Brief:
The answer must be every line from the entries below that includes "route".

Recorded data:
========================

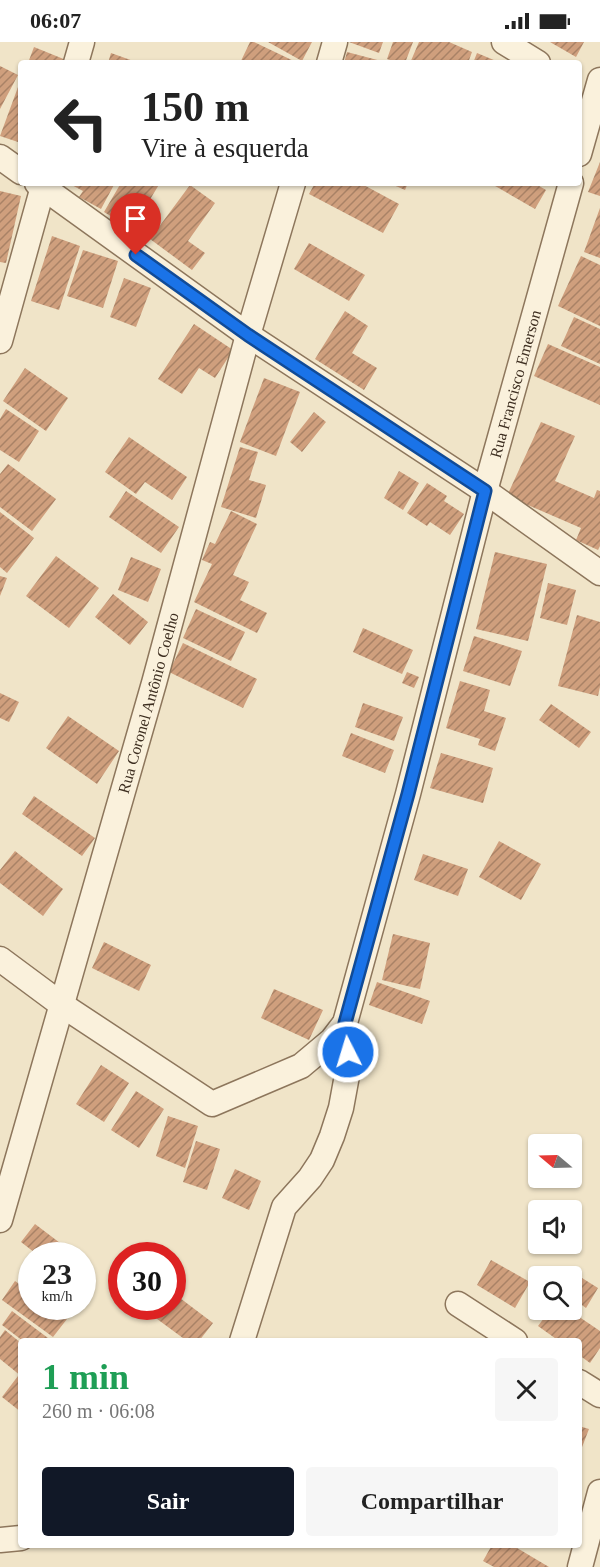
<!DOCTYPE html>
<html lang="pt">
<meta charset="utf-8">
<style>
body{margin:0;font-family:Georgia,serif;background:#f6f6f6;color:#222;height:100vh;display:flex;flex-direction:column;font-size:22px;white-space:nowrap}
*{box-sizing:border-box;margin:0}
p{font-size:20px;color:#767676}
.icon{flex:none;width:33px;height:33px;fill:none;stroke:currentColor;stroke-width:2;stroke-linecap:round;stroke-linejoin:round}
.map{position:relative;flex:1;overflow:hidden}
.sheet{position:absolute;left:18px;top:1296px;width:564px;height:210px;display:flex;flex-direction:column;background:#fff;border-radius:6px;box-shadow:0 2px 4px #0004}
.sheet>*{flex:none}
.hud{position:absolute;left:18px;top:18px;width:564px;height:126px;border-radius:6px;box-shadow:0 2px 4px #0004;background:#fff;color:#222;overflow:hidden}
.needle{width:39px;rotate:289deg}
.controls{position:absolute;left:528px;top:1092px;display:grid;gap:12px}
.controls a{display:grid;place-items:center;width:54px;height:54px;border-radius:6px;background:#fff;box-shadow:0 2px 4px #0004;font-size:30px}
.speed{position:absolute;left:18px;top:1200px;display:flex;gap:12px;font-size:30px;font-weight:700;text-align:center}
.speed>*{display:grid;place-content:center;width:78px;height:78px;border-radius:50%;background:#fff;box-shadow:0 2px 4px #0004;line-height:1}
.speed small{font-size:15px;font-weight:400}
.speed .limit{border:9px solid #d22;background:#fff;color:#111}
.pin{position:absolute;display:grid;place-items:center;width:51px;height:51px;color:#fff;margin:-62px -26px;border-radius:50% 50% 50% 0;rotate:-45deg;box-shadow:0 0 6px #0007}
.pin .icon{rotate:45deg}
.me{position:absolute;width:66px;margin:-33px;rotate:355deg;stroke-linejoin:round;filter:drop-shadow(0 0 4px #0008)}
.turn{display:flex;align-items:center;gap:21px;height:126px;padding:0 24px;font-size:27px}
.turn .icon{width:78px;height:78px;stroke-width:2.5}
.turn b{display:block;font-size:42px;line-height:51px}
.round{display:grid;place-items:center;flex:none;width:63px;height:63px;border-radius:6px;background:#f6f6f6}
.overview{display:flex;align-items:center;justify-content:space-between;height:102px;padding:0 24px}
h1{font-size:36px;font-weight:700;line-height:45px;color:#1e9e55}
.action{display:flex;gap:12px;margin-top:auto;padding:12px 24px}
.action a{flex:1;height:69px;border-radius:6px;background:#111827;color:#fff;font-size:24px;font-weight:700;line-height:69px;text-align:center}
.action a+a{background:#f6f6f6;color:#222}
.status{display:flex;justify-content:space-between;align-items:center;height:42px;padding:0 30px;background:#fff;direction:ltr}
.status svg{height:16px;fill:currentColor}
.map>svg:first-child{display:block}
.building{fill:url(#building-hatch)}
.lines{fill:none;stroke-linecap:round;stroke-linejoin:round}
.minor-casing{stroke:#8d765c;stroke-width:27}
.minor{stroke:#faf1dc;stroke-width:24}
.route-casing{stroke:#114b97;stroke-width:15}
.route{stroke:#1a73e8;stroke-width:10}
.labels{text-anchor:middle;dominant-baseline:central;stroke-width:6;stroke-linejoin:round;paint-order:stroke}
.street-label{font-size:16px;fill:#3d2e20;stroke:#f7eed8}
</style>
<div class="status"><b>06:07</b><svg viewBox="0 0 49 12"><path d="M0 12V9h3v3zM5 12V6h3v6zM10 12V3h3v9zM15 12V0h3v12zM26 1h20v11H26zM47 4h2v5h-2z"/></svg></div>
<div class="map">
<svg width="600" height="1525" viewBox="0 0 600 1525">
<defs>
<pattern id="building-hatch" width="6" height="6" patternUnits="userSpaceOnUse" patternTransform="scale(1.5)"><rect width="6" height="6" fill="#cf9f7d"/><path d="M-1 1l2-2M0 6l6-6M5 7l2-2" fill="none" stroke="#a98266"/></pattern>
</defs>
<rect width="100%" height="100%" fill="#f0e4c8"/>
<path class="building" d="M 250,0 L 254,0 L 298,21 L 240,21 Z
M 268,0 L 312,0 L 302,19 Z
M 349,0 L 383,0 L 379,11 Z
M 393,0 L 413,0 L 405,21 L 398,21 L 387,17 Z
M 419,0 L 449,0 L 472,10 L 468,21 L 410,21 Z
M 550,0 L 584,0 L 576,15 Z
M 34,5 L 66,18 L 65,21 L 28,21 Z
M 347,10 L 385,20 L 385,21 L 344,21 Z
M 111,11 L 139,21 L 108,21 Z
M 477,11 L 501,21 L 473,21 Z
M 0,24 L 18,33 L 0,67 Z
M 21,37 L 21,101 L 0,94 Z
M 600,120 L 600,154 L 588,150 Z
M 68,141 L 115,141 L 101,167 L 79,155 L 83,149 Z
M 121,141 L 160,141 L 132,187 L 104,170 Z
M 315,141 L 360,141 L 399,162 L 383,191 L 309,152 Z
M 389,141 L 408,141 L 405,148 Z
M 490,141 L 534,141 L 546,148 L 535,167 Z
M 190,143 L 215,161 L 188,199 L 205,211 L 192,228 L 150,197 Z
M 0,149 L 21,154 L 6,221 L 0,220 Z
M 600,166 L 600,216 L 584,210 Z
M 52,194 L 80,204 L 59,268 L 31,259 Z
M 309,201 L 365,233 L 349,259 L 294,227 Z
M 83,208 L 118,219 L 103,266 L 67,254 Z
M 581,214 L 600,223 L 600,284 L 558,264 Z
M 124,236 L 151,246 L 136,285 L 110,275 Z
M 345,269 L 368,284 L 352,311 L 377,326 L 364,348 L 315,317 Z
M 574,275 L 600,287 L 600,322 L 561,304 Z
M 194,282 L 233,308 L 215,336 L 199,326 L 182,352 L 158,337 Z
M 548,302 L 600,325 L 600,363 L 534,334 Z
M 25,326 L 68,356 L 46,389 L 3,359 Z
M 264,336 L 300,350 L 276,414 L 240,400 Z
M 6,367 L 39,389 L 19,420 L 0,408 L 0,377 Z
M 314,370 L 326,380 L 302,410 L 290,400 Z
M 541,380 L 575,394 L 555,439 L 594,456 L 597,448 L 600,449 L 600,504 L 598,508 L 576,498 L 581,486 L 507,454 Z
M 129,395 L 187,435 L 172,458 L 145,440 L 136,452 L 105,430 Z
M 240,405 L 258,410 L 249,438 L 266,443 L 256,476 L 221,465 Z
M 8,422 L 56,457 L 32,489 L 0,465 L 0,432 Z
M 399,429 L 419,441 L 403,468 L 384,456 Z
M 427,441 L 447,454 L 444,459 L 464,472 L 450,493 L 430,480 L 427,484 L 407,471 Z
M 126,449 L 179,485 L 161,511 L 109,475 Z
M 231,469 L 257,482 L 233,533 L 249,540 L 240,558 L 267,571 L 257,591 L 194,560 L 212,522 L 202,518 L 210,500 L 215,502 Z
M 0,470 L 34,496 L 7,531 L 0,525 Z
M 495,510 L 547,522 L 528,599 L 476,587 Z
M 56,514 L 99,546 L 69,586 L 26,554 Z
M 131,515 L 161,527 L 148,560 L 118,548 Z
M 0,534 L 7,536 L 0,554 Z
M 548,541 L 576,548 L 567,583 L 540,576 Z
M 113,552 L 148,580 L 130,603 L 95,575 Z
M 196,567 L 245,590 L 231,619 L 183,596 Z
M 577,573 L 600,580 L 600,645 L 598,654 L 558,644 Z
M 363,586 L 413,608 L 402,632 L 353,610 Z
M 474,594 L 522,609 L 510,644 L 463,629 Z
M 183,601 L 257,637 L 243,666 L 169,630 Z
M 407,630 L 419,635 L 414,646 L 402,641 Z
M 460,639 L 490,648 L 484,669 L 506,676 L 495,709 L 478,703 L 480,697 L 446,686 Z
M 0,651 L 19,660 L 9,680 L 0,676 Z
M 363,661 L 403,675 L 394,699 L 355,685 Z
M 551,662 L 591,690 L 579,706 L 539,678 Z
M 68,674 L 119,709 L 97,742 L 46,706 Z
M 351,691 L 394,708 L 385,731 L 342,714 Z
M 441,711 L 493,726 L 483,761 L 430,746 Z
M 34,754 L 95,796 L 82,814 L 22,772 Z
M 499,799 L 541,822 L 521,858 L 479,835 Z
M 15,809 L 63,847 L 43,874 L 0,841 L 0,828 Z
M 423,812 L 468,827 L 458,854 L 414,838 Z
M 393,892 L 430,901 L 420,947 L 382,938 Z
M 104,900 L 151,923 L 139,949 L 92,926 Z
M 377,940 L 430,959 L 422,982 L 369,963 Z
M 274,947 L 323,968 L 309,998 L 261,976 Z
M 101,1023 L 129,1041 L 104,1080 L 76,1062 Z
M 136,1049 L 164,1067 L 139,1106 L 111,1088 Z
M 168,1074 L 198,1084 L 185,1126 L 156,1114 Z
M 196,1099 L 220,1107 L 207,1148 L 183,1140 Z
M 235,1127 L 261,1139 L 249,1168 L 222,1156 Z
M 35,1182 L 64,1204 L 58,1214 L 39,1214 L 21,1200 Z
M 32,1215 L 32,1240 L 20,1231 Z
M 491,1218 L 530,1240 L 515,1266 L 477,1243 Z
M 574,1231 L 598,1246 L 586,1266 L 572,1256 L 572,1234 Z
M 15,1239 L 32,1251 L 32,1264 L 50,1264 L 67,1277 L 53,1295 L 2,1258 Z
M 172,1250 L 213,1281 L 199,1299 L 187,1299 L 153,1274 L 161,1264 L 172,1264 Z
M 550,1268 L 569,1268 L 600,1289 L 600,1306 L 590,1321 L 579,1313 L 579,1299 L 559,1299 L 538,1284 Z
M 12,1269 L 52,1299 L 23,1299 L 2,1283 Z
M 5,1288 L 21,1301 L 21,1334 L 0,1317 L 0,1295 Z
M 18,1334 L 21,1336 L 21,1370 L 2,1355 Z
M 579,1384 L 589,1387 L 579,1413 Z
M 492,1503 L 512,1503 L 549,1525 L 494,1525 L 483,1519 Z"/>
<g class="lines">
<defs>
<g id="minor">
<path d="M 504,0 L 538,21"/>
<path d="M 76,21 L 82,0"/>
<path d="M 329,21 L 335,0"/>
<path d="M 579,112 L 600,38"/>
<path d="M 0,115 L 21,130"/>
<path d="M 37,141 L 248,293 L 485,449 L 600,531"/>
<path d="M 0,299 L 44,141"/>
<path id="s1" d="M 0,917 L 62,963 L 212,1062 L 301,1024 L 332,998 L 345,981 L 408,752 L 485,449 L 571,141"/>
<path id="s2" d="M 0,1178 L 154,641 L 248,293 L 293,141"/>
<path d="M 458,1262 L 515,1299"/>
<path d="M 242,1299 L 284,1165 L 310,1136 L 322,1118 L 332,1094 L 341,1066 L 348,1028 L 345,981"/>
<path d="M 579,1340 L 600,1353"/>
<path d="M 0,1498 L 21,1496"/>
<path d="M 580,1525 L 600,1450"/>
</g>
</defs>
<use href="#minor" class="minor-casing"/>
<use href="#minor" class="minor"/>
</g>
<g class="lines">
<defs>
<path id="route" d="M 136,213 L 248,293 L 485,449 L 408,752 L 345,981 L 348,1010"/>
</defs>
<use href="#route" class="route-casing"/>
<use href="#route" class="route"/>
</g>
<g class="labels">
<g class="street-label">
<text stroke="none"><textPath href="#s1" startOffset="1077">Rua Francisco Emerson</textPath></text>
<text stroke="none"><textPath href="#s2" startOffset="538">Rua Coronel Antônio Coelho</textPath></text>
</g>
</g>
</svg>
<div class="controls">
<a><svg class="needle" viewBox="-14 -14 28 28"><path d="M0-13l5 13h-10z" fill="#e53935"/><path d="M0 13l5-13h-10z" fill="#767676"/></svg></a>
<a><svg class="icon" aria-label="sound" viewBox="0 0 24 24"><path d="M4 9h4l5-4v14l-5-4H4zM17 9q2 3 0 6"/></svg></a>
<a><svg class="icon" aria-label="search" viewBox="0 0 24 24"><circle cx="10" cy="10" r="6"/><path d="M15 15l6 6"/></svg></a>
</div>
<div class="speed"><div>23<small>km/h</small></div><div class="limit">30</div></div>
<div class="pin" style="left:136px;top:213px;background:#d93025"><svg class="icon" aria-label="arrive" viewBox="0 0 24 24"><path d="M6 21V4h12l-3 4 3 4H6"/></svg></div>
<svg class="me" style="left:348px;top:1010px" viewBox="-20 -20 40 40"><circle r="17" fill="#1a73e8" stroke="#fff" stroke-width="3"/><path d="M0-11L8 9 0 5-8 9z" fill="#fff"/></svg>
<div class="hud">
<div class="turn"><svg class="icon" aria-label="left" viewBox="0 0 24 24"><path d="M17 20v-9H6M10 6l-5 5 5 5"/></svg><div><b>150 m</b>Vire à esquerda</div></div>
</div>
<section class="sheet">
<div class="overview"><div><h1>1 min</h1><p>260 m · 06:08</p></div><a class="round"><svg class="icon" aria-label="close" viewBox="0 0 24 24"><path d="M6 6l12 12M18 6L6 18"/></svg></a></div>
<div class="action"><a>Sair</a><a>Compartilhar</a></div>
</section>
</div>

========================

Task response:
.route-casing{stroke:#114b97;stroke-width:15}
.route{stroke:#1a73e8;stroke-width:10}
<path id="route" d="M 136,213 L 248,293 L 485,449 L 408,752 L 345,981 L 348,1010"/>
<use href="#route" class="route-casing"/>
<use href="#route" class="route"/>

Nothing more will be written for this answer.